On July 29, 1901, a young African American identified only as a son of Lige Sigler (sometimes spelled Siegler) was lynched in Nevada County for allegedly murdering Lewis Haynie and Hop Halton. Lige Sigler is probably fifty-year-old Elijah Siegler, who in 1900 was living in Jackson Township with his wife, Elvira, and eight children. Four of these children were sons: Samuel (twenty-one), Jeff (nineteen), Hezeciah (eighteen), and James F. (fifteen). According to the Bolivar Bulletin, victim Lewis Haynie was the brother of state Senator George R. Haynie and victim Hop Halton was the brother of John Halton, a prominent merchant. According to the Bulletin, there were 400 Black and thirty white residents in Leake Township, and trouble with “obstreperous” Black residents had been brewing for some time.
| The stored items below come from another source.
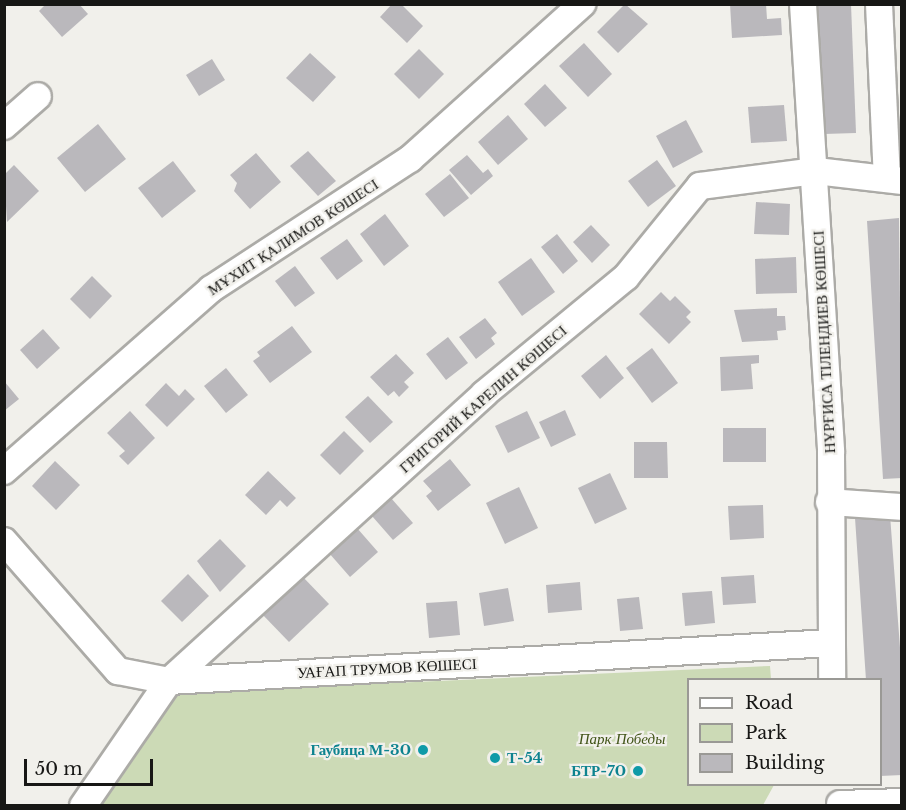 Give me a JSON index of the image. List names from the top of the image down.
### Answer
{
  "streets": {
    "street": [
      "МҰХИТ ҚАЛИМОВ КӨШЕСІ",
      "НҰРҒИСА ТІЛЕНДИЕВ КӨШЕСІ",
      "ГРИГОРИЙ КАРЕЛИН КӨШЕСІ",
      "УАҒАП ТРУМОВ КӨШЕСІ"
    ]
  },
  "crossings": [
    ["НҰРҒИСА ТІЛЕНДИЕВ КӨШЕСІ", "ГРИГОРИЙ КАРЕЛИН КӨШЕСІ"],
    ["НҰРҒИСА ТІЛЕНДИЕВ КӨШЕСІ", "УАҒАП ТРУМОВ КӨШЕСІ"],
    ["ГРИГОРИЙ КАРЕЛИН КӨШЕСІ", "УАҒАП ТРУМОВ КӨШЕСІ"]
  ],
  "parks": ["Парк Победы"],
  "places": ["Гаубица М-30", "Т-54", "БТР-70"],
  "legend": ["Road", "Park", "Building"],
  "scale_bar": "50 m"
} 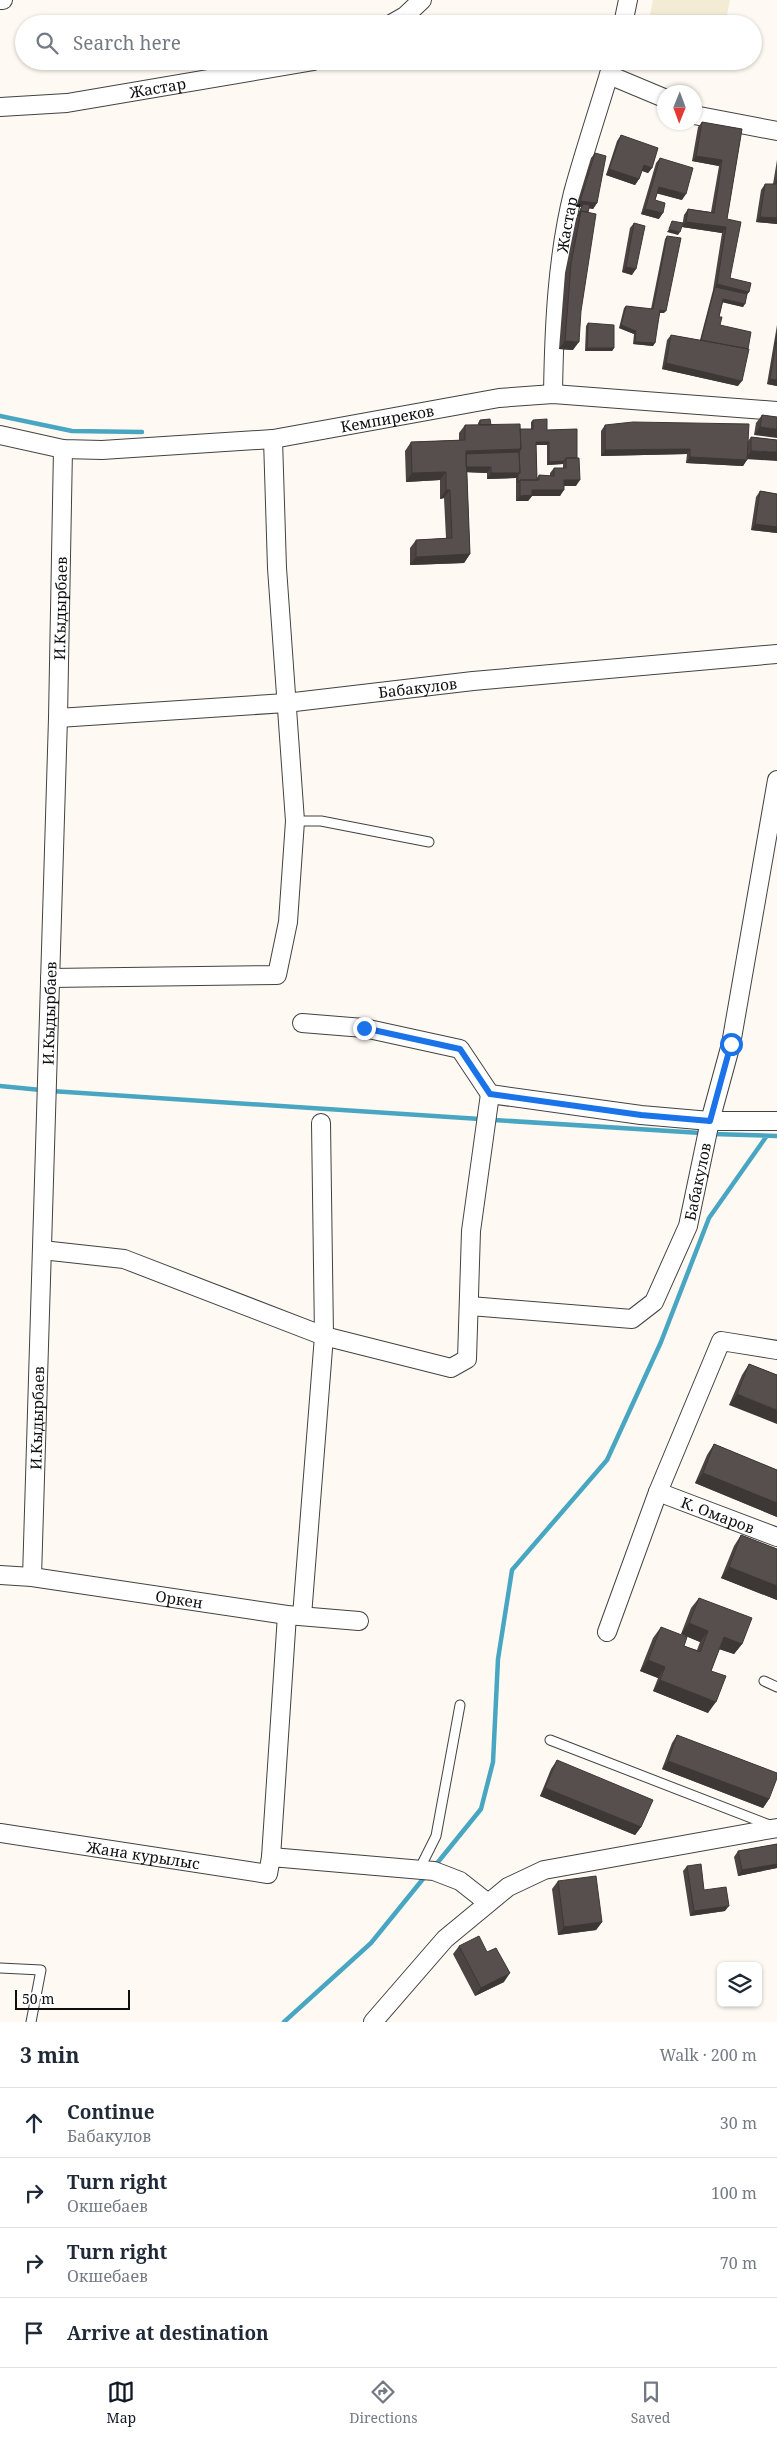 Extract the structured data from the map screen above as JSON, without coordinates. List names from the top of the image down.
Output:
{
  "streets": {
    "street": [
      "Жастар",
      "Кемпиреков",
      "И.Кыдырбаев",
      "Бабакулов",
      "К. Омаров",
      "Оркен",
      "Жана курылыс"
    ]
  },
  "crossings": [
    ["Жастар", "Кемпиреков"],
    ["Кемпиреков", "И.Кыдырбаев"],
    ["И.Кыдырбаев", "Бабакулов"],
    ["И.Кыдырбаев", "Оркен"],
    ["Оркен", "Жана курылыс"]
  ],
  "scale_bar": "50 m",
  "north": "bottom",
  "page": {
    "search": "Search here",
    "scale": "50 m",
    "heading": ["3 min", "Walk · 200 m"],
    "list": [
      ["Continue", "Бабакулов", "30 m"],
      ["Turn right", "Окшебаев", "100 m"],
      ["Turn right", "Окшебаев", "70 m"],
      "Arrive at destination"
    ],
    "nav": ["Map", "Directions", "Saved"]
  }
}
On July 31, 1901, the Arkansas Gazette published a report on the lynching. According to its story, a Black preacher named Moss had been organizing secret societies among area African Americans. These societies fostered enmity toward whites, and among their rules was that members would “not cook, wash or otherwise work for the white people.” Several African Americans were whipped as a consequence. Constable Dalrymple went to arrest a Black man named Lizard Porter, and since he had no handcuffs, “took a piece of rope to the negro.” Either Lige Sigler or his boys knocked the rope out of Dalrymple’s hand, enraging the constable and other local citizens.

According to the Bulletin, on July 28 or 29, a group of local white men sent word to Sigler that they would be coming out to whip him that night; they were told that some of them would die if they did so. They went anyway and were fired on by Sigler’s two sons, killing Haynie and Halton. One source reported that the shots were fired by Sigler and one son. Both of his sons were arrested, but on the night of July 29, one of them either escaped or was taken, and he was found the following morning “shot full of holes.”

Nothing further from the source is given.